Il lui écrit, apparemment assez souvent bien qu’il reçoive, se plaint-il, peu de réponses. Dans une lettre envoyée en 1860, il adresse ses « souvenirs respectueux » à Clarisse Vigoureux et Julie Considerant, ses « amitiés » à diverses autres personnes de l’entourage de Victor Considerant et il demande à ce dernier de lui planter « quelques grenadiers, figuiers, etc. dans les coins de [son] lot », ce qui suggère le maintien de relations régulières entre les deux hommes. Surtout, ce courrier a pour but de prévenir son ami du climat de « fanatisme » et d’« intolérance » qui règne à ce moment parmi les législateurs du Texas ; ceux-ci discutent alors d’un projet de loi prévoyant une peine de prison et une forte amende pour « tout individu qui recevrait ou publierait ou ferait circuler des écrits […] opposés à l’institution de l’esclavage » ; or, ajoute Superviele, Victor Considerant est particulièrement visé par les rédacteurs de cet projet de loi, une lettre envoyée depuis San Antonio l’ayant « dénoncé comme recevant la Tribune de New York, ce qui, à ce qu’il paraît, est un crime pendable ».

Voilà donc la liberté de la presse abolie, la liberté de pensée prohibée, et la passion populaire des back-woods men [6], substituée aux garanties proclamées de la Constitution […] Que dites-vous du libre-arbitre laissé aux citoyens par ce modèle des Républiques ?

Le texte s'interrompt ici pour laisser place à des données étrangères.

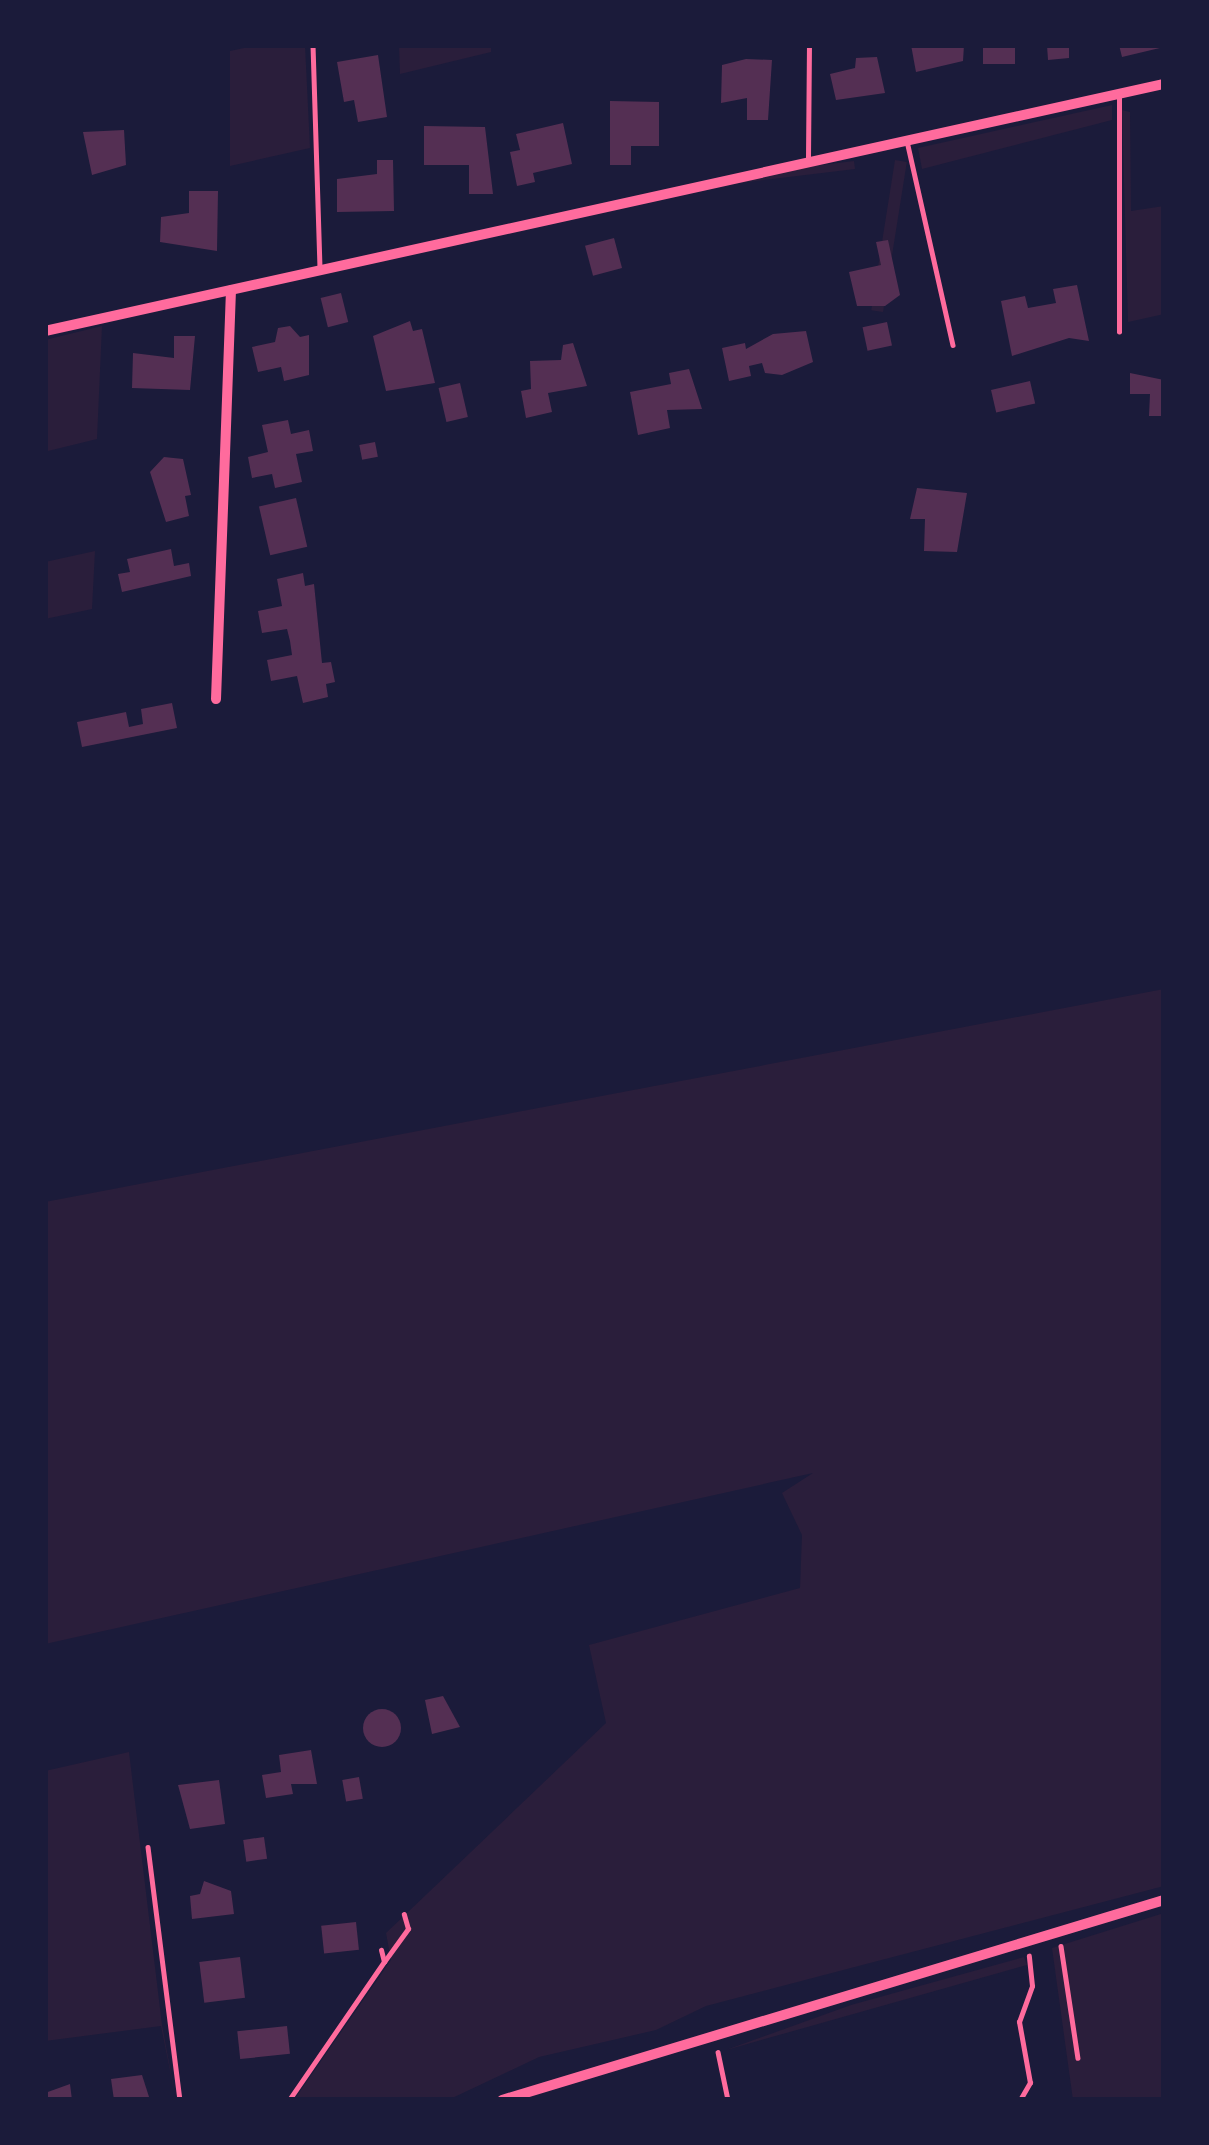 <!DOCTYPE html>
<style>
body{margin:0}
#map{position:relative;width:1209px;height:2145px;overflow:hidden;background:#1b1b3a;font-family:Poppins,sans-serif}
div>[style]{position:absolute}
.green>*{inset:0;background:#2a1e3b;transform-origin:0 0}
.building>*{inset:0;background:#542f53;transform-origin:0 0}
.round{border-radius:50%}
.path>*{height:4.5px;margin:-2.25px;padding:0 2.25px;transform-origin:2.25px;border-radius:2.25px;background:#ff6b9d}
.service>*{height:4.5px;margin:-2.25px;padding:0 2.25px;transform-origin:2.25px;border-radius:2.25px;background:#ff6b9d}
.minor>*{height:10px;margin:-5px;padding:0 5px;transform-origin:5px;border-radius:5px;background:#ff6b9d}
span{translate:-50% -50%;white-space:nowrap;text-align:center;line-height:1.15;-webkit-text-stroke:12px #1b1b3a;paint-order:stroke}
.frame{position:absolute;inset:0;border:48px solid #1b1b3a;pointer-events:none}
</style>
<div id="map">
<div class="green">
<div style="clip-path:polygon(259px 45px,305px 45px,310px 148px,230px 166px,230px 51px)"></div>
<div style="clip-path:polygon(399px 45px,491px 45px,491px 52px,400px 74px)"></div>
<div style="clip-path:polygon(1112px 105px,1112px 120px,922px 169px,918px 148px)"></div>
<div style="clip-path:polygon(1122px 110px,1130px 112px,1131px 211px,1164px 206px,1164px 314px,1128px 322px)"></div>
<div style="left:895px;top:160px;width:12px;height:152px;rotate:9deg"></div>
<div style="left:854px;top:161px;width:8px;height:141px;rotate:83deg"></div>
<div style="clip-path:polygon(102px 326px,97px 439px,48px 451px,45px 520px,45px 340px)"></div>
<div style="clip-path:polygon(95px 551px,92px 609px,45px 619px,45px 562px)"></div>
<div style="clip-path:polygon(1164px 989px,1164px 1886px,706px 2006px,656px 2030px,539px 2057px,448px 2100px,294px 2100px,391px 1960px,386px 1933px,606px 1723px,589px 1645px,800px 1588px,802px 1535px,782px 1493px,813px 1473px,45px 1644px,45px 1202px)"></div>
<div style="clip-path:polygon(129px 1752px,162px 2025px,176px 2100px,161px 2026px,45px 2041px,45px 1771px)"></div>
<div style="clip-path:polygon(1164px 1913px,1164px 2100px,1073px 2100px,1052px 1948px)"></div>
<div style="clip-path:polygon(1024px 1957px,1027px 1965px,726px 2050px,851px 2005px)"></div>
</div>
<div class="building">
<div style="clip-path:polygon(911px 45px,964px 45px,963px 61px,916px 72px)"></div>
<div style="left:983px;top:45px;width:32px;height:19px"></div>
<div style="clip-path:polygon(1047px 45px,1069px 45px,1069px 58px,1048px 60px)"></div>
<div style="clip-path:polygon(1119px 45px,1164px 45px,1164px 47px,1122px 57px)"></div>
<div style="clip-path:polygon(378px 55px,387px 117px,358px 122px,354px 100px,344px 102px,337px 62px)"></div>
<div style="clip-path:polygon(877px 57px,885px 93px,836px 100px,830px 74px,855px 68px,856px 58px)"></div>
<div style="clip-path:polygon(746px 59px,772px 60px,768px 120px,747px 120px,747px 98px,721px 103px,722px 65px)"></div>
<div style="clip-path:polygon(610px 101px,659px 102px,659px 146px,631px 146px,631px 165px,610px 165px)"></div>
<div style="clip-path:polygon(563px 123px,572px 164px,533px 173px,535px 182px,517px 186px,510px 152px,520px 150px,516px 134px)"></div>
<div style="clip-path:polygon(424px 126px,485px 127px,493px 194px,469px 194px,469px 165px,424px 165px)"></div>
<div style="clip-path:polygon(124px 130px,126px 165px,92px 175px,83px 132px)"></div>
<div style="clip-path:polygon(377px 160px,393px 160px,394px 211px,337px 212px,337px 179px,377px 174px)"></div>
<div style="clip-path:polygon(189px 191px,218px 191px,217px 251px,160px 242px,161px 217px,189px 213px)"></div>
<div style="left:614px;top:238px;width:31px;height:30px;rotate:75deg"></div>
<div style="clip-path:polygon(888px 240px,900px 295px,885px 306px,857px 306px,849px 272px,881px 265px,876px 242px)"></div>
<div style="clip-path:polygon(1077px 285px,1089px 341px,1069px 338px,1012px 356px,1001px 301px,1025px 296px,1028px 308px,1056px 303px,1053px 289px)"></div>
<div style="left:341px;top:293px;width:30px;height:21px;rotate:76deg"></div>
<div style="clip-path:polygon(410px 321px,413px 331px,422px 329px,435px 383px,386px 391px,373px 336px)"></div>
<div style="left:887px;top:322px;width:24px;height:25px;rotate:78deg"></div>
<div style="clip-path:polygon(290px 326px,300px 337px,309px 335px,309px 375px,284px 381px,281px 367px,258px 372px,252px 347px,275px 342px,278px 328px)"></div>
<div style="clip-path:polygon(806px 331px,813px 362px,782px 375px,765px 373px,762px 363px,749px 366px,751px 376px,729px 381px,722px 348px,745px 343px,746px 349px,773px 334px)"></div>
<div style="clip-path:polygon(174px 336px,195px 336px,190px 390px,132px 388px,133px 353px,174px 358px)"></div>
<div style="clip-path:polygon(573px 343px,587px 386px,548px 393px,552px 412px,526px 418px,521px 391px,531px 389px,530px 361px,561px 360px,563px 345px)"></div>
<div style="clip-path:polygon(689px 369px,702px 409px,667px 410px,670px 428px,638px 435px,630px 392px,671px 384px,669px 373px)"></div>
<div style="clip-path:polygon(1130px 373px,1164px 380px,1164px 416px,1149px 416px,1150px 394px,1130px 394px)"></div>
<div style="left:1030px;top:381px;width:23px;height:40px;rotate:77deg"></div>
<div style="left:460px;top:383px;width:35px;height:22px;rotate:77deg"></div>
<div style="clip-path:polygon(288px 420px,291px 434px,309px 430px,313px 451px,296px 454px,302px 482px,275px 488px,272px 474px,252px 478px,248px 457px,268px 452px,262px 425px)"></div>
<div style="left:375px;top:442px;width:15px;height:16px;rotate:79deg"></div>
<div style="clip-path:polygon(164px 457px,183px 459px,191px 495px,185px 496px,189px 516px,166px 522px,150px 472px)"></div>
<div style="clip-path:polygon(917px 488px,967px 493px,957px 552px,924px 551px,925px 519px,910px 519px)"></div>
<div style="left:296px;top:498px;width:50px;height:38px;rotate:77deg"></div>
<div style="clip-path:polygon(171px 549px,174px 566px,189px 563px,191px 576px,122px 592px,118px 574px,130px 572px,127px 559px)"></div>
<div style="clip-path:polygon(303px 573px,305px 586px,314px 584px,322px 663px,331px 662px,335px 682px,326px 684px,328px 697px,303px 703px,297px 676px,271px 681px,267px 660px,292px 655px,290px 641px,287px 629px,262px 633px,258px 611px,282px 606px,277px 579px)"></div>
<div style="clip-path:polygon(172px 703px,177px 728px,82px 747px,77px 722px,126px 712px,129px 727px,143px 724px,141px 709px)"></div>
<div style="clip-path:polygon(443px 1696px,460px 1727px,432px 1734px,425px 1700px)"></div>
<div class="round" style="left:363px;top:1709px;width:38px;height:38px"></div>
<div style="clip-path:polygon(311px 1750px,317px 1784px,291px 1784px,293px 1794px,266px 1798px,262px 1775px,281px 1772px,279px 1755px)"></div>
<div style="left:359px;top:1777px;width:22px;height:17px;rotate:80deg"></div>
<div style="clip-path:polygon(219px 1780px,225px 1824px,190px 1829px,178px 1785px)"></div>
<div style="left:264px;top:1837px;width:22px;height:21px;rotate:82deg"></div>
<div style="clip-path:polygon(204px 1881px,231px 1891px,234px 1914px,192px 1919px,190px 1896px,200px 1894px)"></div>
<div style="left:356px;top:1922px;width:28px;height:35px;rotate:84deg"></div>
<div style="left:240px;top:1957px;width:41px;height:41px;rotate:83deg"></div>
<div style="left:287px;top:2026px;width:28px;height:50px;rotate:84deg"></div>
<div style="clip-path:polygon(142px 2075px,150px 2100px,114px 2100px,111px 2079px)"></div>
<div style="clip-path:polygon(70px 2084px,72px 2100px,45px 2100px,45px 2093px)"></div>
</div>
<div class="path">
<div style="left:1061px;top:1946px;width:113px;rotate:81.4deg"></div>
<div style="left:384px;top:1962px;width:41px;rotate:-54deg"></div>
<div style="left:408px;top:1929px;width:15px;rotate:-106deg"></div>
<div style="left:718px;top:2052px;width:49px;rotate:78.2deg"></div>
<div style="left:289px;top:2100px;width:168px;rotate:-55.5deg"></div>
<div style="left:384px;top:1962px;width:12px;rotate:-104deg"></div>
<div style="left:1020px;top:2100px;width:20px;rotate:-60deg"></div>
<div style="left:1030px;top:2083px;width:62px;rotate:-100.2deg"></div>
<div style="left:1019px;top:2022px;width:38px;rotate:-70deg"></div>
<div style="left:1032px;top:1986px;width:30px;rotate:-96deg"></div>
</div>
<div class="service">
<div style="left:313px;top:45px;width:225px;rotate:88.2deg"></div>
<div style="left:907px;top:141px;width:209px;rotate:77.3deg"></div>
<div style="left:808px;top:158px;width:113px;rotate:-89.5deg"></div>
<div style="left:1119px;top:332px;width:238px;rotate:-90deg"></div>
<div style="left:148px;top:1847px;width:255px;rotate:82.8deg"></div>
</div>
<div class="minor">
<div style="left:45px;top:331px;width:1146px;rotate:-12.45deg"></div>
<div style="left:216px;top:699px;width:409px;rotate:-87.9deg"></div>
<div style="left:502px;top:2100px;width:692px;rotate:-16.81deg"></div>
</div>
<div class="frame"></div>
</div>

Superviele engage Victor Considerant à « prendre la chose froidement, quelqu’injuste qu’elle soit, et à céder devant l’orage, plutôt qu’à lui résister » [7].
Cette lettre, qui mentionne une conversation avec un élu texan, montre aussi que, même s’il ne siège plus au Sénat, Superviele a conservé des relations avec les milieux politiques de l’État. En 1863, pendant la guerre de Sécession, il représente les États confédérés – les États sudistes – lors de discussions avec le Mexique, puis il est en France en tant que ministre plénipotentiaire de la Confédération [8].
Quelques années plus tard, c’est encore lui qui signale aux fouriéristes français la situation très pénible de Victor Considerant et de ses proches. Sa lettre, qui a disparu, suscite beaucoup d’émotion au sein de l’École sociétaire. Désiré Laverdant écrit au Dr Jaenger, de Colmar :

Madame Allyre Bureau reçoit de M. Aubervielle [sic], ancien sénateur du Texas une lettre qui contient des nouvelles lamentables. Madame Vigoureux est tombée en enfance, ne pouvant même plus porter ses aliments à sa bouche. Ses enfants ne suffisent pas à la soigner. L’indigence est assise à leur foyer. Nous avions cru que Victor se tirait d’affaire par un petit commerce avec l’aide du belge Cousin, son ami. Celui-ci est lui-même dans un état de décrépitude, et Considerant est seul chargé de faire vivre tout ce groupe. Il en est réduit à piocher la terre, et vous pensez si ses bras non habitués à ce rude labeur et qui ne sont plus jeunes peuvent suffire. On le dit bien changé, accablé, épuisé [9].

Désiré Laverdant et Aimée Beuque organisent une collecte dont le produit sert à l’envoi de secours financiers et de livres à l’ancien chef de l’École sociétaire [10].